WORK REQUIRED →
Your answer should give again, exactly, the lines from the beginning of the entries below through the line containing "solid #fff;border-radius:50%;box-shadow:0 2px". It must contain no pictures.

(LISTED RECORDS begins)

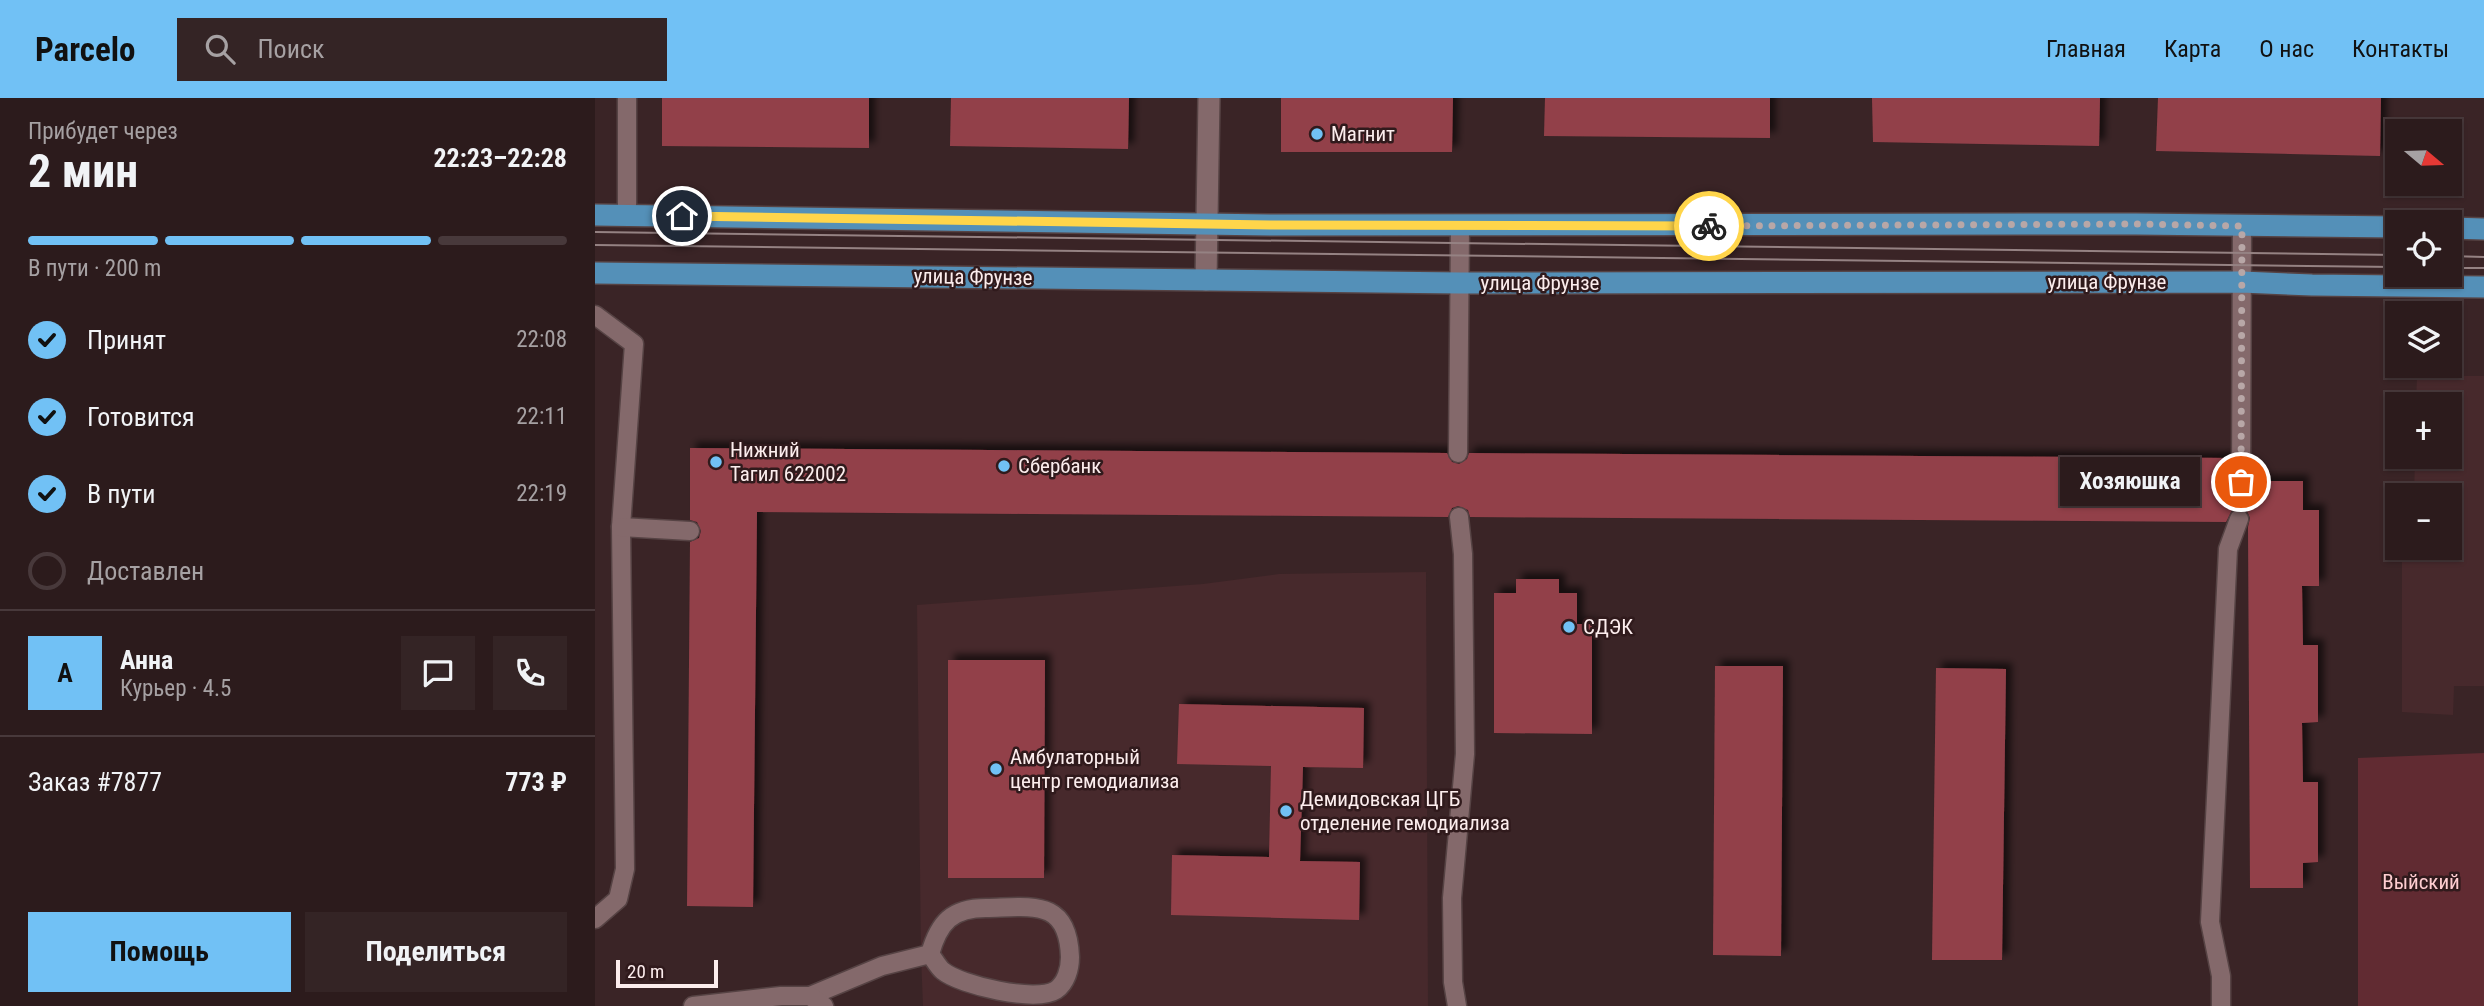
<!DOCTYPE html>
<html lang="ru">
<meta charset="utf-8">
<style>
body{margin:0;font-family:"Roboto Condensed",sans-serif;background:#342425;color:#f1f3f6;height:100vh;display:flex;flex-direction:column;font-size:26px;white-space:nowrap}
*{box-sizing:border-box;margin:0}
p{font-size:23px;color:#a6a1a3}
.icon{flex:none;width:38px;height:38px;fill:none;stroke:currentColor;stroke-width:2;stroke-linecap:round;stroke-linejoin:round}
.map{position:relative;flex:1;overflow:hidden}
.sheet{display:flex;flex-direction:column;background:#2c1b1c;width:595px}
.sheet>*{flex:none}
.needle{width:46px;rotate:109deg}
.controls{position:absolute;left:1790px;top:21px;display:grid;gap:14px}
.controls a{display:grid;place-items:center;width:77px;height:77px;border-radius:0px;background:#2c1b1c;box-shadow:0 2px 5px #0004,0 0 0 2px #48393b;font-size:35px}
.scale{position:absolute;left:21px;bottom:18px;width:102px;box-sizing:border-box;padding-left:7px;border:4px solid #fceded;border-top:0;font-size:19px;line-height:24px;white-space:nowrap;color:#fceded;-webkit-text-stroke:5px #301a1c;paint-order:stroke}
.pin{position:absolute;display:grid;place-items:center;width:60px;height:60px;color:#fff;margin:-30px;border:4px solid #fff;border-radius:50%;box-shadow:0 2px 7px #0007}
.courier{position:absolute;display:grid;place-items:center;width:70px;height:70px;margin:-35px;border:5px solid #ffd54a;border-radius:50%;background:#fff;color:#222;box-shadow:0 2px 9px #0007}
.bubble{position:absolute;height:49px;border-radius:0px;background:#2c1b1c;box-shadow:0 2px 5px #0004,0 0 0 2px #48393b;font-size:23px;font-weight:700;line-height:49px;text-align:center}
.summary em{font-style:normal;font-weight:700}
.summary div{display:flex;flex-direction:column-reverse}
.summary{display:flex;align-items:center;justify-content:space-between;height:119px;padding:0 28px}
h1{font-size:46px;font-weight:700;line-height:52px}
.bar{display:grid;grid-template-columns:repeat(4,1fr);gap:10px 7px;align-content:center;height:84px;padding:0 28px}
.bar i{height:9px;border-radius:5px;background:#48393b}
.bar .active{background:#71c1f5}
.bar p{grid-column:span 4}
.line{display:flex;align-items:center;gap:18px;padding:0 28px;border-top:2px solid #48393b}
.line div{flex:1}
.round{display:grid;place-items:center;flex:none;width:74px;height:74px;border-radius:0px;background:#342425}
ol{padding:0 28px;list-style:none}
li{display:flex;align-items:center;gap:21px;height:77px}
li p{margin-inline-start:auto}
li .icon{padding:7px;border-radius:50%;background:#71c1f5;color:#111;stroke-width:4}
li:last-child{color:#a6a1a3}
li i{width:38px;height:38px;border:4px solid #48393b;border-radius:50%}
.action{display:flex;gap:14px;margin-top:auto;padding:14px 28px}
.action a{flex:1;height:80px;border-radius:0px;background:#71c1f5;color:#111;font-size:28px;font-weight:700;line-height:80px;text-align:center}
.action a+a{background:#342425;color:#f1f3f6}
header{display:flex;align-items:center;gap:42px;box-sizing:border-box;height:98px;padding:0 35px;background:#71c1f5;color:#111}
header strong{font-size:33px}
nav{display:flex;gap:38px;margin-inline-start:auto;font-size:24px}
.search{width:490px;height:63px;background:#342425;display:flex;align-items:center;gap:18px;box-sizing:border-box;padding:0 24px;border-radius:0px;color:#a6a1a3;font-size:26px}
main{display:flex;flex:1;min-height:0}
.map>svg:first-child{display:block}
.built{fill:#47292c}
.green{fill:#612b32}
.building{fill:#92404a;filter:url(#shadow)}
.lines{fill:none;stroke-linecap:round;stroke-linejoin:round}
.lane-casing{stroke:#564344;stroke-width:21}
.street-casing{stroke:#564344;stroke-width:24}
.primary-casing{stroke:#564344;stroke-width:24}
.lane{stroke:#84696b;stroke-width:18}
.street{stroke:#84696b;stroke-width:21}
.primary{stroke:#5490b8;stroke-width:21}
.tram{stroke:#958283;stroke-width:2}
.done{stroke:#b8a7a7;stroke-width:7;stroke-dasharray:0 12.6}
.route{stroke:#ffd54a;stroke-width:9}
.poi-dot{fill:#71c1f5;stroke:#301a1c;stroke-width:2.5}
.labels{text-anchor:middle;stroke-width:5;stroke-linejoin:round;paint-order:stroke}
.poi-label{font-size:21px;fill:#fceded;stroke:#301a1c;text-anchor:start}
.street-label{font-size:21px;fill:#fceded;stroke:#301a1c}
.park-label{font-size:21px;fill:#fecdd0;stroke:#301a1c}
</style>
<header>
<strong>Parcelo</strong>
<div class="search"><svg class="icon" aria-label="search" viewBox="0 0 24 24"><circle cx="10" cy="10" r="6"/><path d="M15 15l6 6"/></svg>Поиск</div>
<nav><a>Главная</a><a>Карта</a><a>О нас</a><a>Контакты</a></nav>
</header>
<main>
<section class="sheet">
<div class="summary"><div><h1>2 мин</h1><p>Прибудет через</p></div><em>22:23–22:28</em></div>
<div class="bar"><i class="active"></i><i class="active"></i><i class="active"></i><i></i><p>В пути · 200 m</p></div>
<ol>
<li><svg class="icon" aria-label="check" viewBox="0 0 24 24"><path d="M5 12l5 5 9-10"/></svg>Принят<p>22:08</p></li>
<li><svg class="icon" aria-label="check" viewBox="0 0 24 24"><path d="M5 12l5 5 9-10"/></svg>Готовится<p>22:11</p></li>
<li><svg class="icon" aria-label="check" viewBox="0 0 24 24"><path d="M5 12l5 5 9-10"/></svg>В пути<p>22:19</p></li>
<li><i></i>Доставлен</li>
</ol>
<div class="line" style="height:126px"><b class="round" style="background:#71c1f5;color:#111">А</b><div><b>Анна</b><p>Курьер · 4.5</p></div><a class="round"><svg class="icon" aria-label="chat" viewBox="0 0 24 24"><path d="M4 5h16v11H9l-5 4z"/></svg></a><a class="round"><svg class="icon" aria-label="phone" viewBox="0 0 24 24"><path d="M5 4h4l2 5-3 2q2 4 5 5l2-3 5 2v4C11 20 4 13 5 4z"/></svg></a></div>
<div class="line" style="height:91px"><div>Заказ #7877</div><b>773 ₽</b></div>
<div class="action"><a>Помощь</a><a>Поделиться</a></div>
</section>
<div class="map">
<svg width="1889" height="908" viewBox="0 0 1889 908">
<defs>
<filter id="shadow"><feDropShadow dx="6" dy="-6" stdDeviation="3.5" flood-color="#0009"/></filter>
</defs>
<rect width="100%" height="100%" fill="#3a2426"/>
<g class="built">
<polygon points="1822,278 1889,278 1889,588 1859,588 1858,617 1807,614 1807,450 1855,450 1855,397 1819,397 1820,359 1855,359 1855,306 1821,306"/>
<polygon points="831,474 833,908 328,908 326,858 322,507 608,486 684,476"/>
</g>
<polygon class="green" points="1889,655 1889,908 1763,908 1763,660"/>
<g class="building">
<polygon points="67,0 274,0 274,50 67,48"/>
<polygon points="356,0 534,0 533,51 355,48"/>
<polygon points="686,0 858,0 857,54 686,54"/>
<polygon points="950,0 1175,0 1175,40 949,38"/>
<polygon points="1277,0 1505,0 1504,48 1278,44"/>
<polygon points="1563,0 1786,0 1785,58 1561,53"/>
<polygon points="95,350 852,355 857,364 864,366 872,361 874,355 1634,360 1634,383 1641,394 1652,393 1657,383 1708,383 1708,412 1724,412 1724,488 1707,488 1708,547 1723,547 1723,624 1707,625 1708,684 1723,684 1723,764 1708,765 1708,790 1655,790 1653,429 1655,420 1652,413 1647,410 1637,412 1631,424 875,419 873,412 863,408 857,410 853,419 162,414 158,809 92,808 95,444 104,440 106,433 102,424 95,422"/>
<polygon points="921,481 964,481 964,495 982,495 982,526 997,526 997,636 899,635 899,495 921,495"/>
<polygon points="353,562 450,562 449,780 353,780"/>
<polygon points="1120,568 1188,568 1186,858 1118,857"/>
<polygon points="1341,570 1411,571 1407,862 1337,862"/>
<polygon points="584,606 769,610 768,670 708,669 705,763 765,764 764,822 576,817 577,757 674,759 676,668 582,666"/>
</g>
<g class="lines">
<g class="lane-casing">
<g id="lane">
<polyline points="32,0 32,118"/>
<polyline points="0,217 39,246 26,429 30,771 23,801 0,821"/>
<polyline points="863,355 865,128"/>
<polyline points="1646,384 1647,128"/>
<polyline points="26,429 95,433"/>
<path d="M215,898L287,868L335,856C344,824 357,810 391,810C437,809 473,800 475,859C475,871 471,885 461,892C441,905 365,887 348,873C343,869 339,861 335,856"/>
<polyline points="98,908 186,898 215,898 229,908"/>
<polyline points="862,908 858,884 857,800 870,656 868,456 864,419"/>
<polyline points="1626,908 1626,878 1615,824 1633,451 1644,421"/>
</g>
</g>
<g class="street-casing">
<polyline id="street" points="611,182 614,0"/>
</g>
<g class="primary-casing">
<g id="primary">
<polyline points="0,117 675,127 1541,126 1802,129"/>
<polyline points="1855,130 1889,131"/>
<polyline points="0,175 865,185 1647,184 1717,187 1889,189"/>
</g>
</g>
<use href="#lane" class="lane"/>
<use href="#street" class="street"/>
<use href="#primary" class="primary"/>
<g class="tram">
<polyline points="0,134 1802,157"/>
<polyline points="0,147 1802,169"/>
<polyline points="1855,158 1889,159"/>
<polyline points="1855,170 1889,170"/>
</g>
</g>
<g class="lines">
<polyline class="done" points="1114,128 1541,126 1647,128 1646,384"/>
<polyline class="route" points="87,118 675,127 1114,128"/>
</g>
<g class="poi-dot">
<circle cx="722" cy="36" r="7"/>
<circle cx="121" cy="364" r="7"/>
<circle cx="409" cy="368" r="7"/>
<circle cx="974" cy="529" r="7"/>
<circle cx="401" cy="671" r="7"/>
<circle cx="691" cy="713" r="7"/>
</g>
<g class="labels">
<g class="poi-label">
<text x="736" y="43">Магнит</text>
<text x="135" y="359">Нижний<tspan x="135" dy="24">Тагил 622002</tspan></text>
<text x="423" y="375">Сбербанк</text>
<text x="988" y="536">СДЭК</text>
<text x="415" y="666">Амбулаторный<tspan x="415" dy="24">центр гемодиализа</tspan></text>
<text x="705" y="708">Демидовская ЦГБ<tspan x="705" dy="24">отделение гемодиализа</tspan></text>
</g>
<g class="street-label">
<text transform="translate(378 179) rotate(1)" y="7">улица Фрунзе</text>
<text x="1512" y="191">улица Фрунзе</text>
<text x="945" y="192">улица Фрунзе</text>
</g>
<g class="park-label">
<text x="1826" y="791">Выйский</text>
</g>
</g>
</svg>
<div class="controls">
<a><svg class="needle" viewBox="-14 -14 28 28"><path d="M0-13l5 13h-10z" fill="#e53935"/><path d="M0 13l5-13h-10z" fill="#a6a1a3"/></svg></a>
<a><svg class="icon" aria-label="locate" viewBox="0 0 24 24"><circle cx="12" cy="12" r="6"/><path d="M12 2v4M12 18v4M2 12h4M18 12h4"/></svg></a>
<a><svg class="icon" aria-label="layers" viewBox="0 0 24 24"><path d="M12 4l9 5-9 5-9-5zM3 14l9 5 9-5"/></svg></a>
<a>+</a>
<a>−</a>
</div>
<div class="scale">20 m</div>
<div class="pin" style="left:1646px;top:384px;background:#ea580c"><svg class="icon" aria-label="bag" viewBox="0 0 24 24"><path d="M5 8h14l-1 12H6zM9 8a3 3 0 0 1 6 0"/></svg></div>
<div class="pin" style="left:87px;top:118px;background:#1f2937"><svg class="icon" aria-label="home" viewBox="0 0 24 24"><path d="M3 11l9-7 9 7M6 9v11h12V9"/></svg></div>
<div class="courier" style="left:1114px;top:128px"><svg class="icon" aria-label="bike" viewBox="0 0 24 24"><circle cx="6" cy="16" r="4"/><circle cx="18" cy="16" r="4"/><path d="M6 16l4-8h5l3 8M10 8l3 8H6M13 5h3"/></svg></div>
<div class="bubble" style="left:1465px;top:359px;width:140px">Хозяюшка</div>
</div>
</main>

(LISTED RECORDS ends)

SOLUTION →
<!DOCTYPE html>
<html lang="ru">
<meta charset="utf-8">
<style>
body{margin:0;font-family:"Roboto Condensed",sans-serif;background:#342425;color:#f1f3f6;height:100vh;display:flex;flex-direction:column;font-size:26px;white-space:nowrap}
*{box-sizing:border-box;margin:0}
p{font-size:23px;color:#a6a1a3}
.icon{flex:none;width:38px;height:38px;fill:none;stroke:currentColor;stroke-width:2;stroke-linecap:round;stroke-linejoin:round}
.map{position:relative;flex:1;overflow:hidden}
.sheet{display:flex;flex-direction:column;background:#2c1b1c;width:595px}
.sheet>*{flex:none}
.needle{width:46px;rotate:109deg}
.controls{position:absolute;left:1790px;top:21px;display:grid;gap:14px}
.controls a{display:grid;place-items:center;width:77px;height:77px;border-radius:0px;background:#2c1b1c;box-shadow:0 2px 5px #0004,0 0 0 2px #48393b;font-size:35px}
.scale{position:absolute;left:21px;bottom:18px;width:102px;box-sizing:border-box;padding-left:7px;border:4px solid #fceded;border-top:0;font-size:19px;line-height:24px;white-space:nowrap;color:#fceded;-webkit-text-stroke:5px #301a1c;paint-order:stroke}
.pin{position:absolute;display:grid;place-items:center;width:60px;height:60px;color:#fff;margin:-30px;border:4px solid #fff;border-radius:50%;box-shadow:0 2px 7px #0007}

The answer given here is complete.